Students were ectatic to find this iliac blade, which they at first believed might belong to a human. Consultation of a manual however proved that it belonged to a crocodile.
Wyatt and Priscilla hunt for fossils on a sandstone outcrop above Lake Turkana.
A high fortres of sandstone resists erosion as other sediments wash into Lake Turkana.
Erosion during seasonal rains and lake level fluctuations have washed away much of these holocene and Pleistocene deposits, leaving only a few cemented sandstone columns behind. When these sediments erode, fossils are exposed at the surface.
David Ndago, Kenyan geologist and TBI student, at Lake Turkana.
Chelsea, Ben and Peter wade through the shallow water at Lake Turkana.
As mid day approached, students hiked down to the shoreline, either searching for fossils or simply cooling down in the lake.
Cara walks out on a sandbank at Lake Turkana.
David, Alisha and Debbie kneel to examine a fossil found at the shore of Lake Turkana.
Far more pleasant in the heat, the shoreline was also teaming with fossils, many belonging to large mammals including, possibly, ancient rhinos or elephants.
Goats come to drink at the natural springs north of Eliye, west of Lake Turkana.
A goat enjoys palm fronds north of Eliye Springs.
Goats, an important livelihood for many people in Turkana, can sustain themselves on almost any diet.
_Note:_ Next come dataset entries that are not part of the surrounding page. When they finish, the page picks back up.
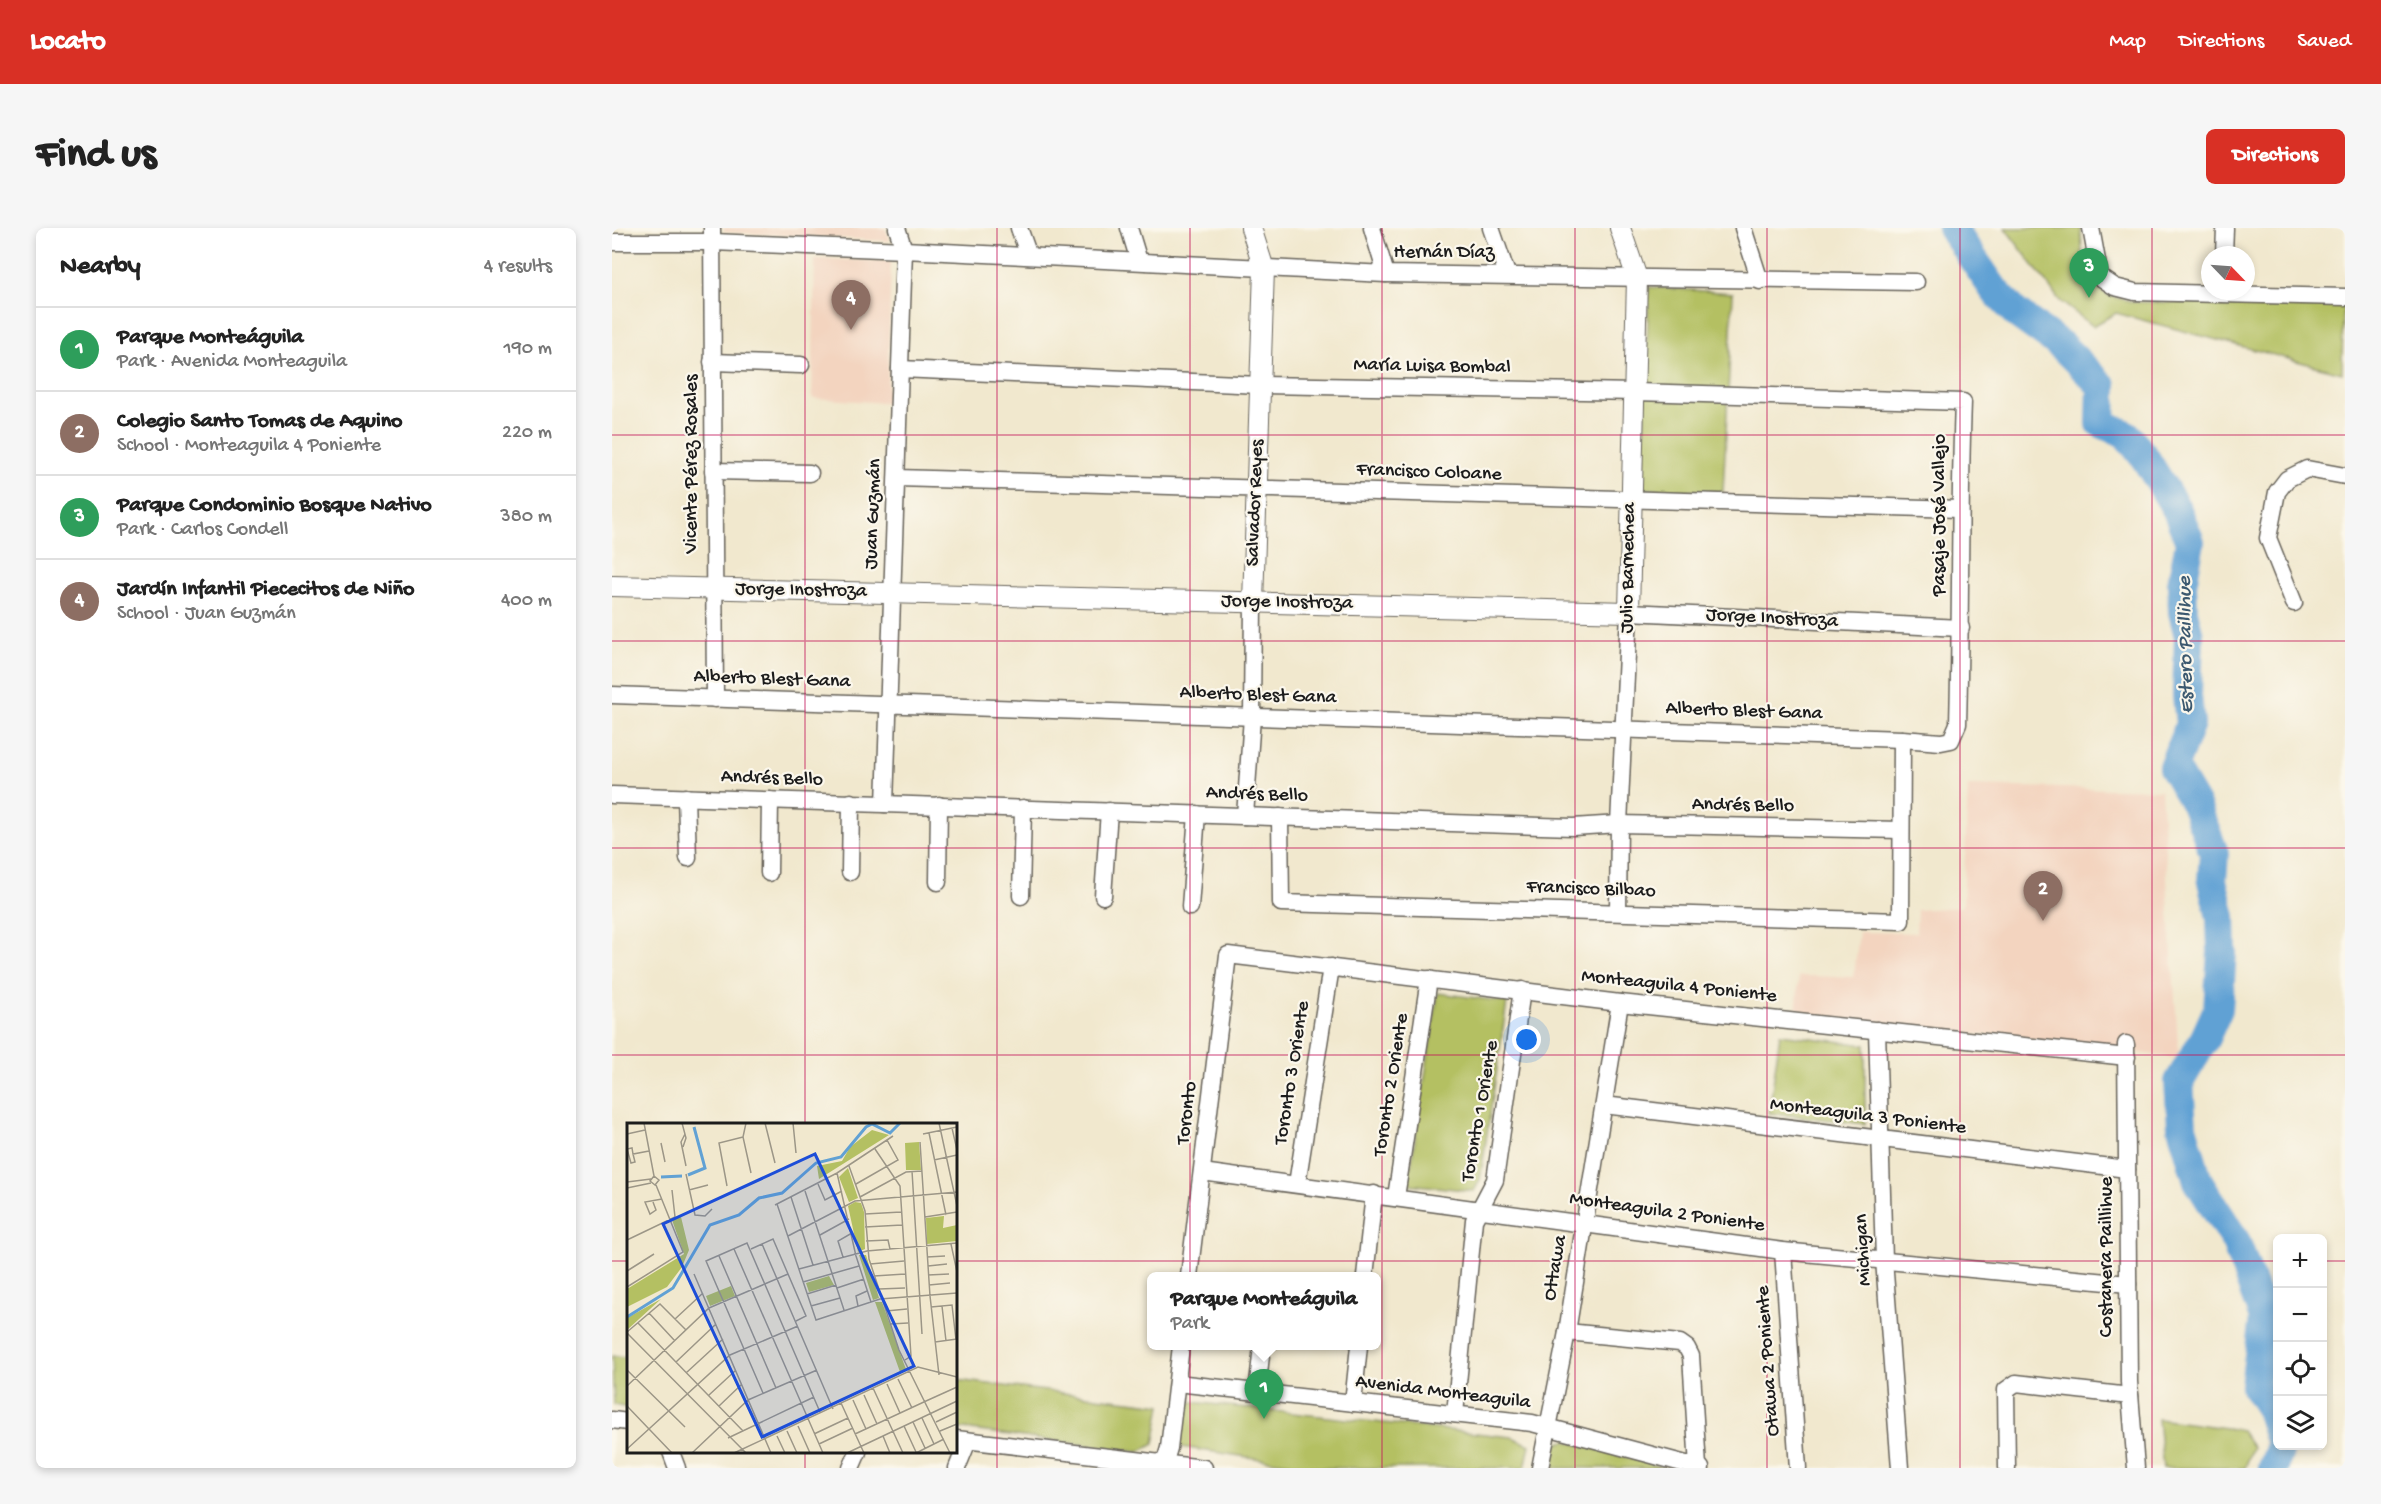 <!DOCTYPE html>
<meta charset="utf-8">
<style>
body{margin:0;font-family:"Gochi Hand",sans-serif;background:#f6f6f6;color:#222}
.controls{position:absolute;right:18px;bottom:18px;display:grid;overflow:hidden;border-radius:9px;box-shadow:0 3px 9px #0003}
.controls button{width:54px;height:54px;display:grid;place-items:center;padding:0;border:0;border-bottom:2px solid #e0e0e0;background:#fff;color:#222;font:30px sans-serif}
.compass{position:absolute;left:1589px;top:18px;width:54px;height:54px;border-radius:50%;background:#fff;box-shadow:0 3px 9px #0003;rotate:115deg}
.you{position:absolute;left:915px;top:812px;width:21px;height:21px;margin:-15px;border:4px solid #fff;border-radius:50%;background:#1a73e8;box-shadow:0 0 0 9px #1a73e833}
.badge{display:grid;place-items:center;width:39px;height:39px;border-radius:50%;background:#d93025;color:#fff;font-size:20px;font-weight:700}
.pin{position:absolute;translate:-50% -50px;filter:drop-shadow(0 2px 3px #0008)}
.pin::after{content:'';position:absolute;top:32px;width:21px;height:18px;background:inherit;clip-path:polygon(0 0,100% 0,50% 100%)}
.popup{position:absolute;left:535px;top:1044px;width:234px;height:78px;box-sizing:border-box;display:grid;place-content:center;border-radius:9px;background:#fff;filter:drop-shadow(0 2px 4px #0005);font-size:20px;white-space:nowrap;color:#767676}
.popup b{font-size:22px;color:#222}
.popup::after{content:'';position:absolute;left:50%;top:100%;margin-left:-12px;border:12px solid transparent;border-top-color:#fff}
.list{margin:0;padding:0;list-style:none}
h2{display:flex;justify-content:space-between;align-items:center;height:78px;margin:0;padding:0 24px;font-size:26px}
h2 small{font-size:20px;font-weight:400;color:#767676}
.list li{display:grid;grid-template-columns:39px 1fr auto;gap:18px;align-items:center;box-sizing:border-box;height:84px;padding:0 24px;border-top:2px solid #e0e0e0}
.list b{display:block;font-size:22px;white-space:nowrap}
.list p{margin:0;font-size:20px;white-space:nowrap;color:#767676}
.list em{font-size:20px;font-style:normal;color:#767676}
.icon{flex:none;width:33px;height:33px;fill:none;stroke:currentColor;stroke-width:2;stroke-linecap:round;stroke-linejoin:round}
.map{position:relative;flex:none;width:1733px;height:1240px;overflow:hidden;border-radius:9px}
header{display:flex;align-items:center;gap:36px;box-sizing:border-box;height:84px;padding:0 30px;background:#d93025;color:#fff}
header strong{font-size:28px}
nav{display:flex;gap:33px;margin-inline-start:auto;font-size:21px}
.intro{display:flex;align-items:center;justify-content:space-between;box-sizing:border-box;height:144px;padding:0 36px}
h1{margin:0;font-size:42px}
.button{padding:15px 27px;border-radius:9px;background:#d93025;color:#fff;font-size:21px;font-weight:700}
main{display:flex;gap:36px;padding:0 36px}
aside{flex:1;background:#fff;border-radius:9px;box-shadow:0 3px 9px #0003}
.map>svg:first-child{display:block}
.built{fill:#f3d4bf}
.green{fill:#b4c062;stroke:#686e3f;stroke-width:1.5}
.lines{fill:none;stroke-linecap:round;stroke-linejoin:round}
.river{stroke:#61a1d4;stroke-width:30}
.minor-casing{stroke:#67635a;stroke-width:19}
.tertiary-casing{stroke:#67635a;stroke-width:22}
.minor{stroke:#fff;stroke-width:16}
.tertiary{stroke:#fff;stroke-width:20}
.grid{fill:none;stroke:#c2185b;stroke-width:1.5;stroke-opacity:0.55}
.labels{text-anchor:middle;dominant-baseline:central;stroke-width:4.5;stroke-linejoin:round;paint-order:stroke}
.street-label{font-size:20px;fill:#1c1c1c;stroke:#fbf7ec}
.water-label{font-size:21px;font-style:italic;fill:#3b586f;stroke:#fbf7ec}
.inset-river{fill:none;stroke:#61a1d4;stroke-width:3}
.inset-road{fill:none;stroke:#9c9687;stroke-width:1.5}
.view{fill:#1d4ed8;fill-opacity:0.15;stroke:#1d4ed8;stroke-width:3}
.inset-edge{fill:none;stroke:#1c1c1c;stroke-width:3}
</style>
<header>
<strong>Locato</strong>
<nav><a>Map</a><a>Directions</a><a>Saved</a></nav>
</header>
<div class="intro"><h1>Find us</h1><a class="button">Directions</a></div>
<main>
<aside>
<h2>Nearby<small>4 results</small></h2>
<ul class="list">
<li><span class="badge" style="background:#2e9e5b">1</span><div><b>Parque Monteáguila</b><p>Park · Avenida Monteaguila</p></div><em>190 m</em></li>
<li><span class="badge" style="background:#8d6e63">2</span><div><b>Colegio Santo Tomas de Aquino</b><p>School · Monteaguila 4 Poniente</p></div><em>220 m</em></li>
<li><span class="badge" style="background:#2e9e5b">3</span><div><b>Parque Condominio Bosque Nativo</b><p>Park · Carlos Condell</p></div><em>380 m</em></li>
<li><span class="badge" style="background:#8d6e63">4</span><div><b>Jardín Infantil Piececitos de Niño</b><p>School · Juan Guzmán</p></div><em>400 m</em></li>
</ul>
</aside>
<div class="map">
<svg width="1733" height="1240" viewBox="0 0 1733 1240">
<rect width="100%" height="100%" fill="#fbf7ec"/>
<filter id="ink" filterUnits="userSpaceOnUse"><feTurbulence type="fractalNoise" baseFrequency=".0167" numOctaves="2"/><feDisplacementMap in="SourceGraphic" scale="12" xChannelSelector="R" yChannelSelector="G"/><feConvolveMatrix kernelMatrix="1 2 1 2 8 2 1 2 1" color-interpolation-filters="sRGB"/></filter>
<filter id="wash" filterUnits="userSpaceOnUse"><feTurbulence type="fractalNoise" baseFrequency=".008" numOctaves="4" result="noise"/><feDisplacementMap in="SourceGraphic" scale="24" xChannelSelector="R" yChannelSelector="G"/><feGaussianBlur stdDeviation="1.35" result="paint"/><feColorMatrix in="noise" values="0 0 0 0 0 0 0 0 0 0 0 0 0 0 0 0 0 1.4 0 .05"/><feComposite in="paint" operator="in"/></filter>
<g filter="url(#wash)">
<rect width="100%" height="100%" fill="#f1e8ce"/>
<!-- built -->
<g class="built">
<polygon points="112,0 273,0 278,13 112,4"/>
<polygon points="203,31 279,33 275,175 200,170"/>
<polygon points="1356,558 1549,562 1567,831 1504,821 1184,787 1187,748 1242,749 1247,704 1304,705 1305,682 1351,679"/>
</g>
<!-- green -->
<g class="green">
<polygon points="1393,0 1469,0 1471,47 1495,67 1522,74 1731,76 1730,145 1504,85 1481,98 1448,73"/>
<polygon points="1037,59 1121,65 1111,264 1030,261"/>
<polygon points="826,765 895,774 868,952 862,963 796,956"/>
<polygon points="1168,806 1253,817 1253,896 1157,885"/>
<polygon points="0,1128 16,1129 16,1180 2,1177"/>
<polygon points="344,1152 549,1177 542,1216 527,1224 344,1200"/>
<polygon points="571,1173 900,1209 918,1217 913,1240 709,1240 563,1218"/>
<polygon points="1546,1191 1629,1202 1641,1219 1633,1240 1551,1240"/>
<path d="M954,1213L1054,1240H935C938,1227 939,1215 954,1213Z"/>
</g>
<g class="lines">
<!-- river -->
<g class="river">
<polyline points="1340,0 1383,63 1404,85 1450,118 1490,158 1489,195 1515,207 1533,230 1565,282 1578,314 1570,356 1571,384 1577,408 1575,467 1578,496 1561,539 1584,578 1602,625 1600,653 1609,689 1610,724 1606,781 1593,810 1567,854 1570,899 1586,953 1624,1014 1652,1090 1643,1158 1658,1181 1666,1206"/>
<polyline points="1661,1240 1669,1218"/>
</g>
</g>
</g>
<g filter="url(#ink)">
<g class="lines">
<defs>
<g id="minor">
<polyline points="100,0 103,471"/>
<polyline points="407,0 417,28"/>
<polyline points="517,0 527,33"/>
<polyline points="760,0 774,46"/>
<polyline points="879,0 895,46"/>
<polyline points="1131,0 1148,53"/>
<polyline points="1479,0 1488,49 1503,59 1523,64 1733,69"/>
<polyline points="0,14 101,14 292,22 774,46 1304,54"/>
<polyline points="1612,27 1613,0"/>
<polyline points="100,134 189,137"/>
<polyline points="101,243 198,245"/>
<polyline points="285,250 1347,281"/>
<polyline points="1682,375 1656,310 1665,264 1675,251 1695,241 1733,248"/>
<path d="M0,467L1290,511L1329,514L1339,512L1346,496C1349,389 1347,282 1351,174L1024,164L648,157L288,141"/>
<polyline points="0,567 961,599 1007,596 1289,602"/>
<polyline points="74,569 76,630"/>
<polyline points="273,576 292,22 285,0"/>
<polyline points="633,588 640,489 641,374"/>
<polyline points="668,589 669,675 1289,693 1290,511"/>
<polyline points="238,644 239,574"/>
<polyline points="157,645 158,572"/>
<polyline points="326,654 327,577"/>
<polyline points="409,668 411,580"/>
<polyline points="491,668 497,583"/>
<polyline points="578,679 585,586"/>
<polyline points="1006,683 1007,596 1017,384 1349,400"/>
<polyline points="1265,802 1272,1032 1288,1240"/>
<polyline points="1514,816 1517,1154 1524,1240"/>
<polyline points="992,877 1515,941"/>
<polyline points="590,944 1171,1023 1516,1056"/>
<polyline points="685,956 719,739"/>
<polyline points="784,969 817,751"/>
<polyline points="1171,1023 1186,1240"/>
<polyline points="577,1048 616,727 1008,775 1515,829"/>
<polyline points="753,1048 762,966"/>
<polyline points="955,1104 1068,1115 1075,1120 1079,1128 1086,1239"/>
<polyline points="565,1155 920,1195 1089,1240"/>
<polyline points="645,1164 650,1118"/>
<polyline points="741,1175 747,1118"/>
<polyline points="843,1186 862,992 883,952 910,762"/>
<polyline points="0,1192 16,1194"/>
<polyline points="344,1211 592,1240"/>
<polyline points="59,1224 65,1240"/>
<polyline points="239,1240 246,1224"/>
<polyline points="345,1240 356,1213"/>
<polyline points="551,1240 557,1220 569,1118"/>
<polyline points="928,1240 955,1104 1008,775"/>
<polyline points="1395,1240 1394,1162 1404,1155 1518,1168"/>
</g>
<g id="tertiary">
<polyline points="639,0 652,41 641,374"/>
<polyline points="0,358 1017,384 1025,50 1008,0"/>
</g>
</defs>
<!-- minor casing -->
<use href="#minor" class="minor-casing"/>
<!-- tertiary casing -->
<use href="#tertiary" class="tertiary-casing"/>
<!-- minor -->
<use href="#minor" class="minor"/>
<!-- tertiary -->
<use href="#tertiary" class="tertiary"/>
</g>
</g>
<!-- grid -->
<path class="grid" d="M193,0V896M385,0V1240M578,0V1240M770,0V1240M963,0V1240M1155,0V1240M1348,0V1240M1540,0V1240M0,207H1733M0,413H1733M0,620H1733M0,827H1733M0,1033H16M344,1033H1666M1710,1033H1733M193,1224V1240"/>
<g class="labels">
<!-- street labels -->
<g class="street-label">
<text x="832" y="25">Hernán Díaz</text>
<text transform="translate(820 139) rotate(1)">María Luisa Bombal</text>
<text transform="translate(80 236) rotate(-90)">Vicente Pérez Rosales</text>
<text transform="translate(817 245) rotate(2)">Francisco Coloane</text>
<text transform="translate(644 275) rotate(-88)">Salvador Reyes</text>
<text transform="translate(262 286) rotate(-88)">Juan Guzmán</text>
<text transform="translate(1328 287) rotate(-90)">Pasaje José Vallejo</text>
<text transform="translate(1017 340) rotate(-89)">Julio Barnechea</text>
<text transform="translate(189 363) rotate(1)">Jorge Inostroza</text>
<text transform="translate(675 375) rotate(1)">Jorge Inostroza</text>
<text transform="translate(1160 391) rotate(3)">Jorge Inostroza</text>
<text transform="translate(160 452) rotate(2)">Alberto Blest Gana</text>
<text transform="translate(646 468) rotate(2)">Alberto Blest Gana</text>
<text transform="translate(1132 484) rotate(2)">Alberto Blest Gana</text>
<text transform="translate(160 551) rotate(2)">Andrés Bello</text>
<text transform="translate(645 567) rotate(2)">Andrés Bello</text>
<text transform="translate(1131 578) rotate(1)">Andrés Bello</text>
<text transform="translate(979 662) rotate(2)">Francisco Bilbao</text>
<text transform="translate(1067 759) rotate(6)">Monteaguila 4 Poniente</text>
<text transform="translate(681 845) rotate(-81)">Toronto 3 Oriente</text>
<text transform="translate(780 857) rotate(-81)">Toronto 2 Oriente</text>
<text transform="translate(869 883) rotate(-80)">Toronto 1 Oriente</text>
<text transform="translate(576 885) rotate(-83)">Toronto</text>
<text transform="translate(1256 889) rotate(7)">Monteaguila 3 Poniente</text>
<text transform="translate(1055 985) rotate(8)">Monteaguila 2 Poniente</text>
<text transform="translate(1252 1022) rotate(-93)">Michigan</text>
<text transform="translate(1495 1029) rotate(-90)">Costanera Paillihue</text>
<text transform="translate(944 1040) rotate(-80)">Ottawa</text>
<text transform="translate(1157 1133) rotate(-94)">Otawa 2 Poniente</text>
<text transform="translate(831 1165) rotate(7)">Avenida Monteaguila</text>
</g>
<!-- water labels -->
<g class="water-label">
<text transform="translate(1575 417) rotate(-91)">Estero Paillihue</text>
</g>
</g>
<!-- overview -->
<g transform="translate(15 895)">
<rect width="330" height="330" fill="#f1e8ce"/>
<path d="M245,7L262,12L192,56L190,43L215,38L223,24ZM292,19L294,47H279L278,20ZM221,45L231,75L222,79L212,54ZM228,79L234,80L237,89L238,126L231,129L221,83ZM317,93L316,105L330,102V118L300,121L299,95ZM54,94L62,127L55,144L40,164L0,184V166L57,131L45,97ZM232,132H239L252,175L246,177ZM202,153L207,162L182,169L179,160ZM104,163L108,173L83,183L79,173ZM34,176L0,207V195ZM248,179H255L277,241L279,246L273,249Z" fill="#b4c062"/>
<path class="inset-river" d="M61,52L78,45L67,4M34,54L55,53M0,194L46,165L83,102L112,92L132,75L155,70L189,40L214,34L239,4L245,1L263,10L273,0"/>
<path class="inset-road" d="M17,0L27,53L32,57L28,62L23,58L27,53M55,0L59,15L56,24M119,0L116,14L124,50M138,0L148,40M166,0L169,30M312,0L330,83M325,5L330,27M302,10L319,92M0,11L18,7M58,11L54,19L59,43M296,11L330,4M293,19L303,173L312,252M34,20L38,39M248,26L273,63L284,233L278,237M6,31L8,39L4,40L0,26L5,25L6,31L22,28M307,37L330,32M222,43L238,88L242,136L272,227L323,330M285,48L295,211M210,50L229,133L244,179M59,51L68,92L78,93L85,86M0,59L24,56M191,61L198,77L215,68M229,61L271,37L260,17M100,63L92,20L116,14M0,65L24,60M62,67L81,62M178,68L217,187M164,74L186,142M233,74L279,49L295,48M26,79L29,87L23,91L18,79L35,76M150,81L189,197L253,176L330,170M148,82L210,50L266,13M238,91L274,89M298,94L330,89M238,104L275,102M193,112L222,96M161,113L228,78L330,69M0,117L48,94L45,67M239,118L261,117L263,126M135,121L206,286M324,121L330,149M107,126L196,330M124,126L146,116L179,193L169,198M92,133L149,265M216,134L211,118L225,110M300,134L318,133M243,141L277,138M301,143L320,141M172,146L240,128L330,120M0,148L27,131M67,151L144,330M301,152L322,151M247,153L278,151M176,159L232,143M302,162L323,160M0,164L56,129L29,62M210,165L237,156M252,166L278,165M180,171L209,162M184,183L213,175M231,183L229,173L240,168M315,183L319,218M304,184L325,182L329,217M259,188L280,186M22,190L48,218M48,196L76,170M11,200L116,308M263,201L281,200M0,209L33,181L59,207M0,210L119,330M308,219L330,216M49,239L89,201M0,247L58,304M59,250L96,216M271,256L285,285M260,261L273,290M0,263L82,185L161,151M246,265L276,330M136,270L79,138L120,120L193,289M82,272L109,247M237,272L250,301M226,277L239,306M299,278L330,264M214,280L237,330M0,283L45,330M92,283L115,261M295,295L307,321M286,299L298,325M309,299L330,289M171,303L183,330M277,303L289,329M160,308L170,330M313,308L330,301M187,311L221,295M228,311L299,278M150,313L158,330M256,313L263,330M101,315L187,274M192,321L226,305M0,326L103,232L171,203M65,330L121,277L190,247M107,330L291,244L330,254M220,330L330,278M289,330L317,316"/>
<path class="view" d="M188,31L287,243L135,314L36,101Z"/>
<rect width="330" height="330" class="inset-edge"/>
</g>
</svg>
<div class="controls">
<button>+</button>
<button>−</button>
<button><svg class="icon" aria-label="locate" viewBox="0 0 24 24"><circle cx="12" cy="12" r="6"/><path d="M12 2v4M12 18v4M2 12h4M18 12h4"/></svg></button>
<button><svg class="icon" aria-label="layers" viewBox="0 0 24 24"><path d="M12 4l9 5-9 5-9-5zM3 14l9 5 9-5"/></svg></button>
</div>
<svg class="compass" viewBox="-18 -18 36 36"><path d="M0-13l5 13h-10z" fill="#e53935"/><path d="M0 13l5-13h-10z" fill="#767676"/></svg>
<div class="you"></div>
<div class="pin badge" style="left:652px;top:1191px;background:#2e9e5b">1</div>
<div class="popup"><b>Parque Monteáguila</b>Park</div>
<div class="pin badge" style="left:1431px;top:693px;background:#8d6e63">2</div>
<div class="pin badge" style="left:1477px;top:70px;background:#2e9e5b">3</div>
<div class="pin badge" style="left:239px;top:102px;background:#8d6e63">4</div>
</div>
</main>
Unfortunately, overgrazing has transformed much of Turkana, beyond the lake shore, into a sparsely vegetated desert.
Fishing boats on the west shore of Lake Turkana.
Tilapia, perch, cichlids and catfish are all important elements of Lake Turkana’s ecosystem, and the local fishing industry. Overfishing could easily distrupt this lake’s fragile ecosystem, making it unlivable for native fish and less productive for the fishermen.
Patrick, Mary and Wyatt explore a cave north of Eliye Springs.
Before coming home, students returned to Pleistocene – Holocene cliffs to search for more fossils. Above, students found a cave holding sediments and bones deposited in the last 10,000 years.